The store had not changed. It was warm and smelled of clean paper and new pencils. The metal stand with the oil colors was still there near the door. I looked around slowly. It was like returning to a warm dry sheltering cave.

He made us some coffee and we talked. He had a daughter now. Yes, the Master of the Universe had been good to him. And they were expecting another child soon. Perhaps a boy this time. He seemed more tired than I had ever remembered him being before. His voice was very hoarse and his eyes blinked wearily. Do we really all grow old so quickly? There is so little time.

Later, I came outside with him and took the shovel from his hands and cleared the snow from the sidewalk in front of the store. He thanked me.

“The bones are growing old,” he said into the wind. “I am surprised the bones are still with me after the years in Siberia. Today is a little like Siberia. It is good to see you again, Asher Lev. You have made my day happy.”

He went back into the store. I walked up the street toward the parkway and went past a large store window. I looked inside and found myself staring directly at my uncle, who was standing behind a counter staring back at me. His round fleshy face took on a look of enormous astonishment. I saw him start around the counter toward the door.
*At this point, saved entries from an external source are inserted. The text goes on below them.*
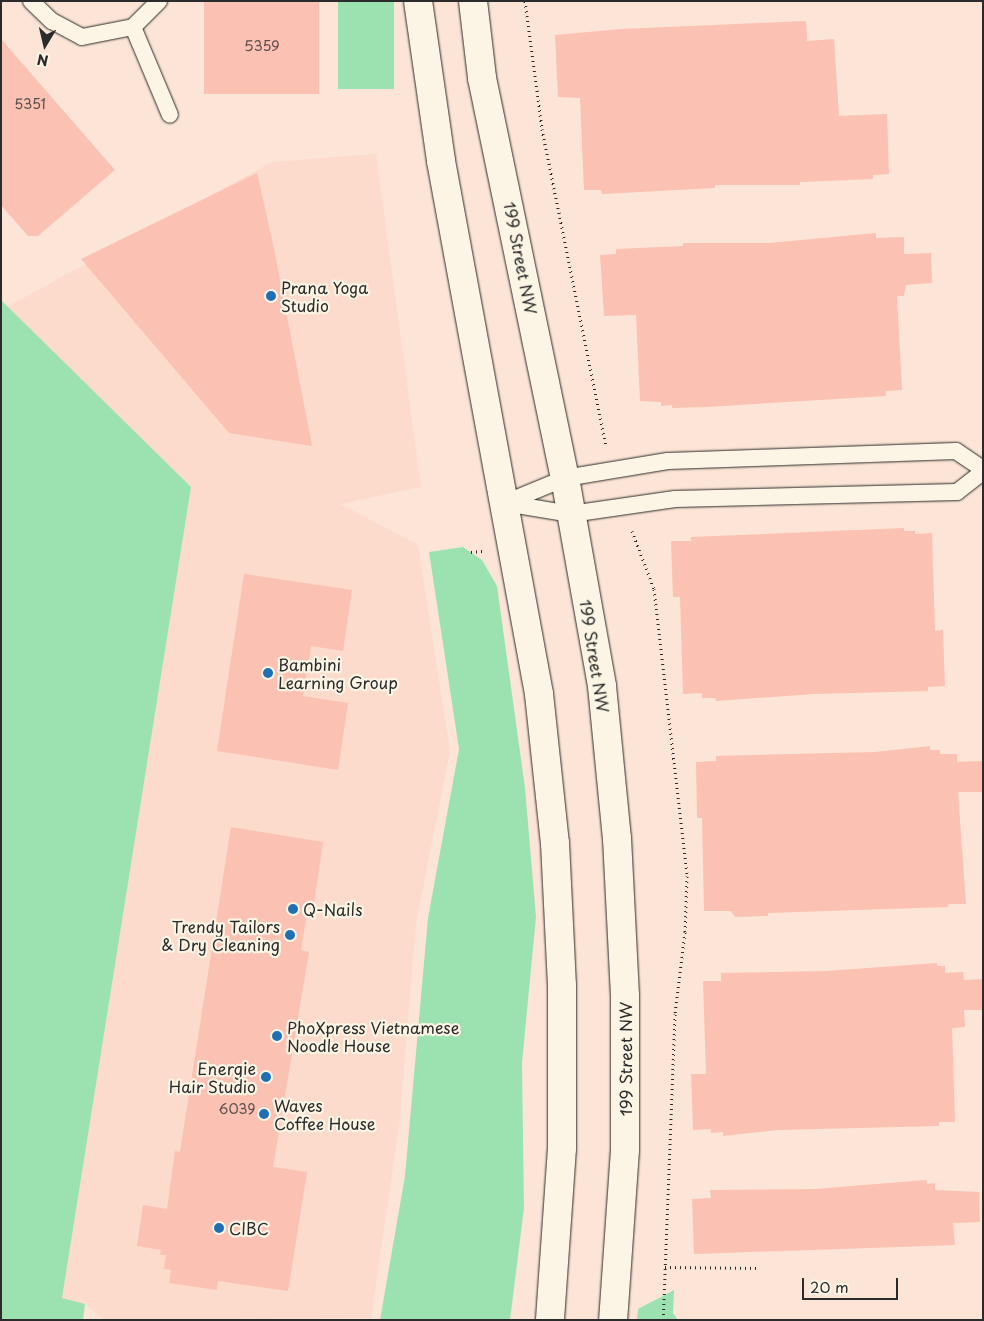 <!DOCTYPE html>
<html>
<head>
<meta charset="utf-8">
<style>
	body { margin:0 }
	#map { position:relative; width:984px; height:1321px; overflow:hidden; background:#fce5d6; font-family:"Playpen Sans",sans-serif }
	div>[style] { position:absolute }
	.built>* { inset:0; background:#fcdacc }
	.green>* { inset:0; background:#9ce2b0; transform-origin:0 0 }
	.building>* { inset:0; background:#fbc1b3; transform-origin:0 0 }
	.path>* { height:3px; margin-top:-1.5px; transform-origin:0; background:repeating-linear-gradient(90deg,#2b2b2b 0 1px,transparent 0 5px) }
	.roads { filter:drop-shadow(0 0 1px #2b2b2b) drop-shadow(0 0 1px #2b2b2b) }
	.lane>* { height:16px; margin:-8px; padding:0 8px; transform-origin:8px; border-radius:8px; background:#fcf5e5 }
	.secondary>* { height:28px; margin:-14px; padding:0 14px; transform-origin:14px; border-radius:14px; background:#fcf5e5 }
	.dots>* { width:14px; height:14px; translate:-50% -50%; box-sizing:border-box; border:2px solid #fcf5e5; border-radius:50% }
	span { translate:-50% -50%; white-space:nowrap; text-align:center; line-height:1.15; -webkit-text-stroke:4.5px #fcf5e5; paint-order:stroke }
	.number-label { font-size:14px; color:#5f504d }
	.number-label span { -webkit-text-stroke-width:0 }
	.street-label { font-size:16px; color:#2b2b2b }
	.poi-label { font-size:16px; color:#2b2b2b }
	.left { translate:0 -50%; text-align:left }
	.right { translate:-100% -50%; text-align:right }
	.frame { position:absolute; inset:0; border:2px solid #2b2b2b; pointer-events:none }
	.north { position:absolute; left:20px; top:20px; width:50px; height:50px; -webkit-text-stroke:4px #fcf5e5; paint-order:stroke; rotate:189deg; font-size:14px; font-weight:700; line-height:20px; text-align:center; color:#2b2b2b }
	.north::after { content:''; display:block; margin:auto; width:18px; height:22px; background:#2b2b2b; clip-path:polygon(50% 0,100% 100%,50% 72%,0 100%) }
	.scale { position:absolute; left:802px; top:1278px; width:96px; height:22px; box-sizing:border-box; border:2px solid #2b2b2b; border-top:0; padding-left:6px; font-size:15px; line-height:18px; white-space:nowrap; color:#2b2b2b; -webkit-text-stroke:4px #fcf5e5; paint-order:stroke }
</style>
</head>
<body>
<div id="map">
	<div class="built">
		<div style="clip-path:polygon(376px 154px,421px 487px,340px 504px,418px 545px,450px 751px,416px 924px,399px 1127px,371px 1318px,104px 1320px,85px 1304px,62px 1298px,191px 487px,7px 307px,272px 162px)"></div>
	</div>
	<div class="green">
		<div style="left:338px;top:1px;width:56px;height:88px"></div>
		<div style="clip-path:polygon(1px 300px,191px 487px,62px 1298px,85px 1304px,83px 1320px,1px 1320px)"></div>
		<div style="clip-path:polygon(463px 547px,482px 560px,497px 586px,525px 788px,536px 917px,522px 1063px,524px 1208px,510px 1320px,380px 1320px,405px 1176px,428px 918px,459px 749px,429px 552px)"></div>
		<div style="clip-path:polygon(674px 1290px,673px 1313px,678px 1320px,637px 1320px,638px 1309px)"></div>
	</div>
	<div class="building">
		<div style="left:204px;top:1px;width:115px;height:93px"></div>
		<div style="clip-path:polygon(806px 21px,807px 41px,834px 39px,839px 116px,887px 114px,889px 174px,873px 175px,873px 179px,800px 182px,800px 185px,715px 185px,715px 188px,602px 194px,601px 190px,584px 190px,580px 98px,558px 97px,555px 35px,621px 29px)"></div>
		<div style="clip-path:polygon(1px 39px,115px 170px,38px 236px,28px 236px,1px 205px)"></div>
		<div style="clip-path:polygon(257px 173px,273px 244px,312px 446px,229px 433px,81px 259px)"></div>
		<div style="clip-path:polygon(876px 233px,876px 238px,904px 237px,904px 254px,931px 253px,932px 283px,906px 285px,904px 296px,897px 296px,902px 390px,886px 391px,886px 396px,707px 407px,672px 408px,672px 405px,661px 406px,661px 402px,640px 401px,636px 315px,604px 316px,600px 255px,616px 254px,616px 249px,683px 246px,683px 243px,769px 243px)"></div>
		<div style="clip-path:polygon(904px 528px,904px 531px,915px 531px,915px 534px,932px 533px,935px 631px,943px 630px,945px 686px,928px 687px,928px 691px,813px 694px,716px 701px,715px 698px,702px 698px,702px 693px,683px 694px,680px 597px,673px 597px,671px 541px,691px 541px,691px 537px)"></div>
		<div style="clip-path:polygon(244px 574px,352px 590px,343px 651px,311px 646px,303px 696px,348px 703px,338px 770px,217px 751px)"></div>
		<div style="clip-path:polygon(930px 746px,930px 750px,940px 750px,940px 754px,957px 754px,957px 762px,983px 761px,983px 792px,958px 792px,966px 904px,948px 904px,948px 907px,768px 913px,768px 916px,735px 917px,731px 911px,704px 911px,702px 818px,697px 818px,696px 762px,716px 761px,716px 756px,875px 752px)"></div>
		<div style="clip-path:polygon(231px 827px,323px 842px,314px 903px,309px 902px,301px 950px,309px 952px,273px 1167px,307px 1172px,288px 1291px,218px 1281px,217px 1290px,169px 1283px,171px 1270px,164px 1269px,166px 1255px,160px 1255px,161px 1250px,137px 1246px,143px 1205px,167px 1209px,175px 1151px,180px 1152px)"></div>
		<div style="clip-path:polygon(937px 963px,937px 966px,945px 966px,945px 973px,963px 972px,964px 980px,983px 979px,983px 1010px,964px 1010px,965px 1027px,952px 1028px,955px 1122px,939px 1122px,939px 1126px,778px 1130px,723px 1136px,723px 1132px,711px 1133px,711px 1129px,693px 1130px,691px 1074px,706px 1074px,703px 981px,721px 981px,721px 973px,826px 971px)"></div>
		<div style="clip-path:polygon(926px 1180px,927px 1184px,935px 1183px,935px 1190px,979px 1192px,980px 1222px,953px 1223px,955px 1245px,694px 1254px,692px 1199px,711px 1198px,710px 1190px,815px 1189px)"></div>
	</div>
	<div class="path">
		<div style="left:525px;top:1px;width:129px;rotate:82.4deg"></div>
		<div style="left:542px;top:129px;width:323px;rotate:78.6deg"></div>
		<div style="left:632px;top:531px;width:62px;rotate:69.2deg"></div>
		<div style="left:654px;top:589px;width:289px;rotate:83.4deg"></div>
		<div style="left:687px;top:876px;width:56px;rotate:92deg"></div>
		<div style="left:685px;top:932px;width:83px;rotate:97deg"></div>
		<div style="left:675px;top:1014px;width:306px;rotate:92.2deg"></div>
		<div style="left:471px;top:552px;width:12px;rotate:-5deg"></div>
		<div style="left:665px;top:1267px;width:95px;rotate:0.6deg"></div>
	</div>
	<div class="roads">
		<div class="lane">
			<div style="left:31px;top:1px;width:29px;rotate:44deg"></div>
			<div style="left:52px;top:21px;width:34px;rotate:28deg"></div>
			<div style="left:82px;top:37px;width:52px;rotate:-11.1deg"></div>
			<div style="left:133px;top:27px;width:37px;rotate:-45deg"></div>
			<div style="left:133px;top:27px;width:95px;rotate:67.2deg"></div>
			<div style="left:505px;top:503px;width:65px;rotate:-22.6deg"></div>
			<div style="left:565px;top:478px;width:104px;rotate:-9.4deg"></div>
			<div style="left:668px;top:461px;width:288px;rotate:-2deg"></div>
			<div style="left:956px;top:451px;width:32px;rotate:34deg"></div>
			<div style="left:505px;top:503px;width:67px;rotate:9.5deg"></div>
			<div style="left:571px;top:514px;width:105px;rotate:-8.2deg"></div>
			<div style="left:675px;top:499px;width:282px;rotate:-1.4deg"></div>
			<div style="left:957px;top:492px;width:33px;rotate:-38deg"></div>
		</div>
		<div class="secondary">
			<div style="left:418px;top:1px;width:162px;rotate:81.8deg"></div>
			<div style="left:441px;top:161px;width:542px;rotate:79.58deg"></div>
			<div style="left:539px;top:694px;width:150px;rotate:83.9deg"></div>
			<div style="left:555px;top:843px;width:143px;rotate:87.2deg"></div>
			<div style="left:562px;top:986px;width:162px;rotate:90deg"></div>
			<div style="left:562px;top:1148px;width:172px;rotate:94deg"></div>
			<div style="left:473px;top:1px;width:78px;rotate:83.3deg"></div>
			<div style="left:482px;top:78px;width:409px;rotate:78.3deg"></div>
			<div style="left:565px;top:478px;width:211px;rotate:79.9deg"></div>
			<div style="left:602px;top:686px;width:153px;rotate:84.4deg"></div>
			<div style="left:617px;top:838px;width:158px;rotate:87.1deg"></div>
			<div style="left:625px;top:996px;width:154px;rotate:90deg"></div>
			<div style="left:625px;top:1150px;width:170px;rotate:94deg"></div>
		</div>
	</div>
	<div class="dots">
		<div style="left:271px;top:296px;background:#1f6fb2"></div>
		<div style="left:268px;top:673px;background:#1f6fb2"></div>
		<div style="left:293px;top:909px;background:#1f6fb2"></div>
		<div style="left:290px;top:935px;background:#1f6fb2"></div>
		<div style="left:277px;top:1036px;background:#1f6fb2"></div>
		<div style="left:266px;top:1077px;background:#1f6fb2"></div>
		<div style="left:264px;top:1114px;background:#1f6fb2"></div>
		<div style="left:219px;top:1228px;background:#1f6fb2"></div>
	</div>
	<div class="number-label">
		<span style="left:262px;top:46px">5359</span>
		<span style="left:30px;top:104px">5351</span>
		<span style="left:237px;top:1109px">6039</span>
	</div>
	<div class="street-label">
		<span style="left:521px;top:258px;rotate:79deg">199 Street NW</span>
		<span style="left:595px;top:656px;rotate:81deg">199 Street NW</span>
		<span style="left:625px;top:1059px;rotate:-90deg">199 Street NW</span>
	</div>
	<div class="poi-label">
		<span class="left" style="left:281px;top:296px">Prana Yoga<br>Studio</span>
		<span class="left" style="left:278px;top:673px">Bambini<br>Learning Group</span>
		<span class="left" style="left:303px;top:909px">Q-Nails</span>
		<span class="right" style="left:280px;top:935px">Trendy Tailors<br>&amp; Dry Cleaning</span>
		<span class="left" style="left:287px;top:1036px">PhoXpress Vietnamese<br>Noodle House</span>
		<span class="right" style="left:256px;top:1077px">Energie<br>Hair Studio</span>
		<span class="left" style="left:274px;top:1114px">Waves<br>Coffee House</span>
		<span class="left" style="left:229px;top:1228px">CIBC</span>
	</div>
	<div class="frame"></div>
	<div class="north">N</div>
	<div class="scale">20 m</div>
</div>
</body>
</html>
He had grown fat. He wore a dark suit and a white shirt and dark tie. His gray hair was covered with a small dark skullcap. He smelled vaguely of cigars. He embraced me and could
not stop telling me how glad he was to see I was back. There were two salesmen in the store. They watched us and smiled warmly. What a shame my parents were not yet back from Chicago, my uncle said. Where was I eating tonight? Had I made any more good paintings? Did I think he should see the exhibition? When was the opening? Sunday? Were there any paintings of naked women? He would go if there were no paintings of naked women. There were no naked women, I said. What could I tell him? To stay away? He would want to know why. Because you will see crucifixions, Uncle Yitzchok. You will see strange crucifixions painted by a Ladover Hasid who prays three times a day and believes in the Ribbono Shel Olom and loves his parents and the Rebbe. There were no naked women this time, I said.